_Work to complete_. Only lines containing the word "sizing" are needed; pull them out of the material.

_Records to use_.
———
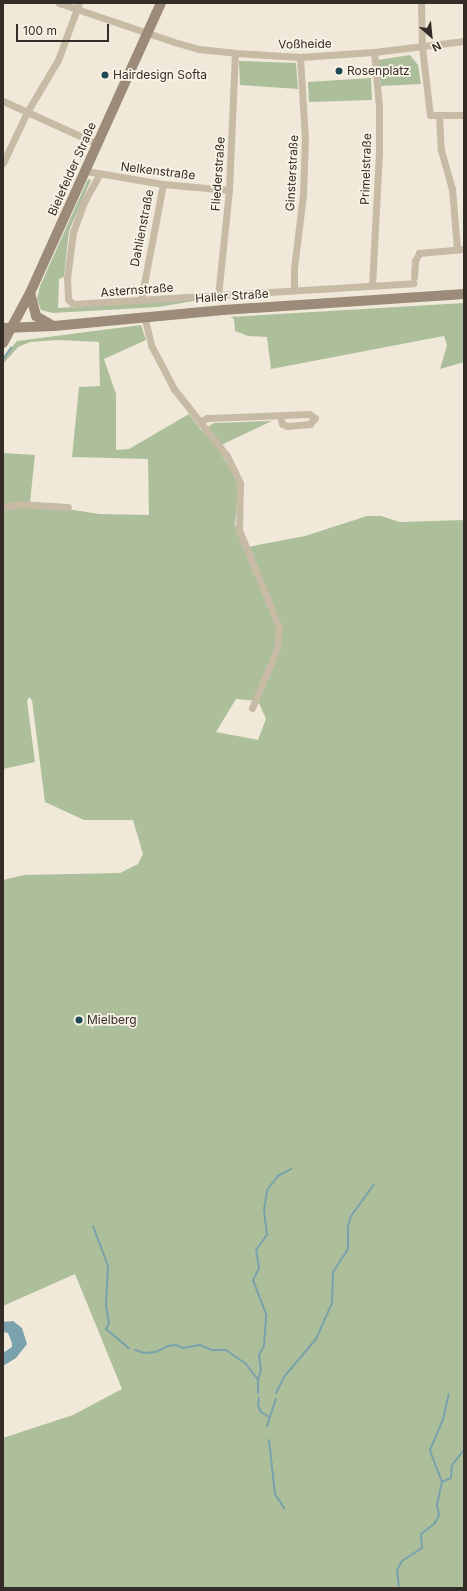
<!DOCTYPE html>
<html>
<head>
<meta charset="utf-8">
<style>
	body { margin:0 }
	#map { position:relative; width:467px; height:1591px; overflow:hidden; background:#f0e9da; font-family:Inter,sans-serif }
	div>[style] { position:absolute }
	.green>* { inset:0; background:#acbf9a }
	.water>* { inset:0; background:#7aa2ac }
	.stream>* { height:2px; margin:-1px; padding:0 1px; transform-origin:1px; border-radius:1px; background:#7aa2ac }
	.street>* { height:7px; margin:-3.5px; padding:0 3.5px; transform-origin:3.5px; border-radius:3.5px; background:#c8bba6 }
	.secondary>* { height:10px; margin:-5px; padding:0 5px; transform-origin:5px; border-radius:5px; background:#9b8b78 }
	.dots>* { width:11px; height:11px; translate:-50% -50%; box-sizing:border-box; border:2px solid #f8f3e6; border-radius:50% }
	span { translate:-50% -50%; white-space:nowrap; text-align:center; line-height:1.15; -webkit-text-stroke:3.5px #f8f3e6; paint-order:stroke }
	.street-label { font-size:12px; color:#342d27 }
	.poi-label { font-size:12px; color:#342d27 }
	.left { translate:0 -50%; text-align:left }
	.frame { position:absolute; inset:0; border:4px solid #342d27; pointer-events:none }
	.north { position:absolute; left:411px; top:16px; width:40px; height:40px; -webkit-text-stroke:3px #f8f3e6; paint-order:stroke; rotate:153deg; font-size:11px; font-weight:700; line-height:16px; text-align:center; color:#342d27 }
	.north::after { content:''; display:block; margin:auto; width:14px; height:18px; background:#342d27; clip-path:polygon(50% 0,100% 100%,50% 72%,0 100%) }
	.scale { position:absolute; left:16px; top:24px; width:93px; height:18px; box-sizing:border-box; border:2px solid #342d27; border-top:0; padding-left:5px; font-size:12px; line-height:14px; white-space:nowrap; color:#342d27; -webkit-text-stroke:3px #f8f3e6; paint-order:stroke }
</style>
</head>
<body>
<div id="map">
	<div class="green">
		<div style="clip-path:polygon(410px 55px,418px 65px,421px 84px,381px 86px,378px 60px)"></div>
		<div style="clip-path:polygon(239px 61px,296px 63px,298px 89px,240px 85px)"></div>
		<div style="clip-path:polygon(371px 78px,372px 100px,309px 102px,308px 82px)"></div>
		<div style="clip-path:polygon(88px 179px,91px 180px,69px 231px,64px 277px,59px 279px,58px 308px,206px 299px,158px 307px,53px 313px,41px 310px,37px 299px,40px 286px)"></div>
		<div style="clip-path:polygon(464px 303px,464px 362px,440px 369px,447px 345px,444px 336px,271px 369px,267px 337px,248px 336px,235px 331px,234px 319px,230px 317px)"></div>
		<div style="clip-path:polygon(evenodd,141px 325px,146px 340px,104px 359px,116px 394px,116px 450px,129px 449px,189px 414px,202px 431px,214px 423px,272px 421px,217px 447px,236px 478px,238px 495px,235px 524px,243px 548px,305px 536px,367px 516px,381px 516px,400px 522px,464px 520px,464px 1588px,3px 1588px,3px 1438px,73px 1415px,122px 1389px,75px 1274px,3px 1306px,3px 880px,24px 875px,120px 873px,138px 864px,143px 854px,133px 820px,84px 820px,45px 802px,32px 700px,29px 697px,27px 701px,35px 762px,3px 769px,3px 453px,35px 455px,30px 503px,99px 514px,149px 515px,148px 459px,72px 457px,79px 387px,100px 386px,99px 342px,58px 340px,30px 342px,18px 347px,3px 364px,3px 358px,17px 341px,141px 325px,236px 699px,258px 701px,266px 719px,258px 740px,216px 732px,236px 699px)"></div>
	</div>
	<div class="water">
		<div style="clip-path:polygon(13px 1321px,22px 1328px,27px 1344px,16px 1358px,3px 1366px,3px 1353px,12px 1347px,12px 1343px,8px 1333px,3px 1332px,3px 1322px)"></div>
	</div>
	<div class="stream">
		<div style="left:3px;top:359px;width:14px;rotate:-54deg"></div>
		<div style="left:93px;top:1226px;width:43px;rotate:69.4deg"></div>
		<div style="left:108px;top:1266px;width:40px;rotate:92.9deg"></div>
		<div style="left:106px;top:1306px;width:17px;rotate:80deg"></div>
		<div style="left:109px;top:1323px;width:7px;rotate:117deg"></div>
		<div style="left:106px;top:1329px;width:30px;rotate:40deg"></div>
		<div style="left:135px;top:1350px;width:9px;rotate:18deg"></div>
		<div style="left:144px;top:1353px;width:12px;rotate:-5deg"></div>
		<div style="left:156px;top:1352px;width:13px;rotate:-27deg"></div>
		<div style="left:168px;top:1346px;width:8px;rotate:-7deg"></div>
		<div style="left:176px;top:1345px;width:8px;rotate:23deg"></div>
		<div style="left:183px;top:1348px;width:17px;rotate:-10deg"></div>
		<div style="left:200px;top:1345px;width:13px;rotate:23deg"></div>
		<div style="left:212px;top:1350px;width:14px"></div>
		<div style="left:226px;top:1350px;width:24px;rotate:35deg"></div>
		<div style="left:246px;top:1364px;width:20px;rotate:53deg"></div>
		<div style="left:258px;top:1380px;width:13px;rotate:90deg"></div>
		<div style="left:258px;top:1380px;width:10px;rotate:-73deg"></div>
		<div style="left:261px;top:1370px;width:15px;rotate:-98deg"></div>
		<div style="left:259px;top:1355px;width:10px;rotate:-61deg"></div>
		<div style="left:264px;top:1346px;width:32px;rotate:-86deg"></div>
		<div style="left:266px;top:1314px;width:36px;rotate:-111deg"></div>
		<div style="left:253px;top:1280px;width:13px;rotate:-63deg"></div>
		<div style="left:259px;top:1268px;width:18px;rotate:-99deg"></div>
		<div style="left:256px;top:1250px;width:19px;rotate:-54deg"></div>
		<div style="left:267px;top:1235px;width:25px;rotate:-97deg"></div>
		<div style="left:264px;top:1210px;width:20px;rotate:-81deg"></div>
		<div style="left:267px;top:1190px;width:18px;rotate:-52deg"></div>
		<div style="left:278px;top:1176px;width:15px;rotate:-28deg"></div>
		<div style="left:276px;top:1393px;width:18px;rotate:-63deg"></div>
		<div style="left:284px;top:1377px;width:50px;rotate:-49.9deg"></div>
		<div style="left:316px;top:1339px;width:39px;rotate:-66deg"></div>
		<div style="left:332px;top:1303px;width:31px;rotate:-88deg"></div>
		<div style="left:333px;top:1272px;width:27px;rotate:-57deg"></div>
		<div style="left:348px;top:1249px;width:23px;rotate:-90deg"></div>
		<div style="left:348px;top:1226px;width:10px;rotate:-73deg"></div>
		<div style="left:351px;top:1216px;width:39px;rotate:-54deg"></div>
		<div style="left:259px;top:1398px;width:8px;rotate:97deg"></div>
		<div style="left:258px;top:1406px;width:7px;rotate:63deg"></div>
		<div style="left:261px;top:1412px;width:9px;rotate:32deg"></div>
		<div style="left:267px;top:1426px;width:28px;rotate:-72deg"></div>
		<div style="left:269px;top:1440px;width:54px;rotate:83.7deg"></div>
		<div style="left:275px;top:1494px;width:17px;rotate:57deg"></div>
		<div style="left:442px;top:1482px;width:10px;rotate:-24deg"></div>
		<div style="left:451px;top:1478px;width:13px;rotate:-86deg"></div>
		<div style="left:452px;top:1465px;width:19px;rotate:-51deg"></div>
		<div style="left:399px;top:1588px;width:18px;rotate:-96deg"></div>
		<div style="left:397px;top:1570px;width:10px;rotate:-61deg"></div>
		<div style="left:402px;top:1561px;width:24px;rotate:-33deg"></div>
		<div style="left:422px;top:1548px;width:14px;rotate:-94deg"></div>
		<div style="left:421px;top:1534px;width:18px;rotate:-38deg"></div>
		<div style="left:435px;top:1523px;width:9px;rotate:-63deg"></div>
		<div style="left:439px;top:1515px;width:10px;rotate:-101deg"></div>
		<div style="left:437px;top:1505px;width:24px;rotate:-78deg"></div>
		<div style="left:442px;top:1482px;width:34px;rotate:-111deg"></div>
		<div style="left:430px;top:1450px;width:34px;rotate:-67deg"></div>
		<div style="left:443px;top:1419px;width:26px;rotate:-77deg"></div>
	</div>
	<div class="street">
		<div style="left:59px;top:3px;width:121px;rotate:18.7deg"></div>
		<div style="left:174px;top:42px;width:26px;rotate:16deg"></div>
		<div style="left:199px;top:49px;width:36px;rotate:6deg"></div>
		<div style="left:235px;top:53px;width:65px;rotate:3.5deg"></div>
		<div style="left:300px;top:57px;width:74px;rotate:-3.9deg"></div>
		<div style="left:374px;top:52px;width:91px;rotate:-7deg"></div>
		<div style="left:421px;top:3px;width:44px;rotate:88.7deg"></div>
		<div style="left:422px;top:47px;width:68px;rotate:83.3deg"></div>
		<div style="left:430px;top:115px;width:34px"></div>
		<div style="left:3px;top:101px;width:104px;rotate:24.4deg"></div>
		<div style="left:439px;top:116px;width:34px;rotate:87deg"></div>
		<div style="left:441px;top:150px;width:41px;rotate:74.2deg"></div>
		<div style="left:452px;top:189px;width:60px;rotate:85.2deg"></div>
		<div style="left:3px;top:163px;width:56px;rotate:-64.8deg"></div>
		<div style="left:27px;top:112px;width:61px;rotate:-59.2deg"></div>
		<div style="left:58px;top:60px;width:61px;rotate:-69.8deg"></div>
		<div style="left:86px;top:171px;width:78px;rotate:9.6deg"></div>
		<div style="left:163px;top:184px;width:66px;rotate:5.2deg"></div>
		<div style="left:99px;top:175px;width:31px;rotate:119deg"></div>
		<div style="left:84px;top:202px;width:32px;rotate:110deg"></div>
		<div style="left:73px;top:232px;width:46px;rotate:97.4deg"></div>
		<div style="left:67px;top:278px;width:21px;rotate:87deg"></div>
		<div style="left:68px;top:299px;width:7px;rotate:45deg"></div>
		<div style="left:73px;top:304px;width:341px;rotate:-3.5deg"></div>
		<div style="left:414px;top:277px;width:16px;rotate:-86deg"></div>
		<div style="left:415px;top:261px;width:9px;rotate:-63deg"></div>
		<div style="left:419px;top:253px;width:45px;rotate:-5.1deg"></div>
		<div style="left:372px;top:286px;width:132px;rotate:-87deg"></div>
		<div style="left:379px;top:154px;width:47px;rotate:-90deg"></div>
		<div style="left:379px;top:107px;width:55px;rotate:-95.2deg"></div>
		<div style="left:294px;top:290px;width:22px;rotate:-90deg"></div>
		<div style="left:294px;top:268px;width:74px;rotate:-83deg"></div>
		<div style="left:303px;top:195px;width:56px;rotate:-88deg"></div>
		<div style="left:305px;top:139px;width:82px;rotate:-93.5deg"></div>
		<div style="left:218px;top:296px;width:107px;rotate:-84.1deg"></div>
		<div style="left:229px;top:190px;width:137px;rotate:-87.5deg"></div>
		<div style="left:141px;top:300px;width:118px;rotate:-79.3deg"></div>
		<div style="left:144px;top:316px;width:30px;rotate:76deg"></div>
		<div style="left:151px;top:345px;width:50px;rotate:62.4deg"></div>
		<div style="left:174px;top:389px;width:85px;rotate:51.7deg"></div>
		<div style="left:227px;top:456px;width:30px;rotate:64deg"></div>
		<div style="left:240px;top:483px;width:47px;rotate:91.2deg"></div>
		<div style="left:239px;top:530px;width:105px;rotate:67.6deg"></div>
		<div style="left:279px;top:627px;width:22px;rotate:95deg"></div>
		<div style="left:277px;top:649px;width:64px;rotate:113deg"></div>
		<div style="left:200px;top:422px;width:8px;rotate:-30deg"></div>
		<div style="left:207px;top:418px;width:102px;rotate:-2.2deg"></div>
		<div style="left:309px;top:414px;width:7px;rotate:34deg"></div>
		<div style="left:315px;top:418px;width:8px;rotate:130deg"></div>
		<div style="left:310px;top:424px;width:23px;rotate:175deg"></div>
		<div style="left:287px;top:426px;width:5px;rotate:-158deg"></div>
		<div style="left:282px;top:424px;width:8px;rotate:-104deg"></div>
		<div style="left:3px;top:507px;width:17px;rotate:-10deg"></div>
		<div style="left:20px;top:504px;width:48px;rotate:3.6deg"></div>
	</div>
	<div class="secondary">
		<div style="left:30px;top:293px;width:24px;rotate:75deg"></div>
		<div style="left:36px;top:316px;width:20px;rotate:30deg"></div>
		<div style="left:3px;top:328px;width:51px;rotate:-2.2deg"></div>
		<div style="left:54px;top:326px;width:170px;rotate:-5.4deg"></div>
		<div style="left:223px;top:310px;width:242px;rotate:-3.8deg"></div>
		<div style="left:3px;top:343px;width:57px;rotate:-61.6deg"></div>
		<div style="left:30px;top:293px;width:318px;rotate:-65.7deg"></div>
	</div>
	<div class="dots">
		<div style="left:339px;top:71px;background:#1e4854"></div>
		<div style="left:105px;top:75px;background:#1e4854"></div>
		<div style="left:79px;top:1020px;background:#1e4854"></div>
	</div>
	<div class="street-label">
		<span style="left:305px;top:44px;rotate:-1deg">Voßheide</span>
		<span style="left:72px;top:169px;rotate:-66deg">Bielefelder Straße</span>
		<span style="left:366px;top:169px;rotate:-88deg">Primelstraße</span>
		<span style="left:158px;top:171px;rotate:7deg">Nelkenstraße</span>
		<span style="left:292px;top:173px;rotate:-87deg">Ginsterstraße</span>
		<span style="left:218px;top:174px;rotate:-86deg">Fliederstraße</span>
		<span style="left:142px;top:228px;rotate:-79deg">Dahlienstraße</span>
		<span style="left:137px;top:290px;rotate:-4deg">Asternstraße</span>
		<span style="left:232px;top:296px;rotate:-4deg">Haller Straße</span>
	</div>
	<div class="poi-label">
		<span class="left" style="left:347px;top:71px">Rosenplatz</span>
		<span class="left" style="left:113px;top:75px">Hairdesign Softa</span>
		<span class="left" style="left:87px;top:1020px">Mielberg</span>
	</div>
	<div class="frame"></div>
	<div class="north">N</div>
	<div class="scale">100 m</div>
</div>
</body>
</html>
———
_Solved problem_.
	.dots>* { width:11px; height:11px; translate:-50% -50%; box-sizing:border-box; border:2px solid #f8f3e6; border-radius:50% }
	.scale { position:absolute; left:16px; top:24px; width:93px; height:18px; box-sizing:border-box; border:2px solid #342d27; border-top:0; padding-left:5px; font-size:12px; line-height:14px; white-space:nowrap; color:#342d27; -webkit-text-stroke:3px #f8f3e6; paint-order:stroke }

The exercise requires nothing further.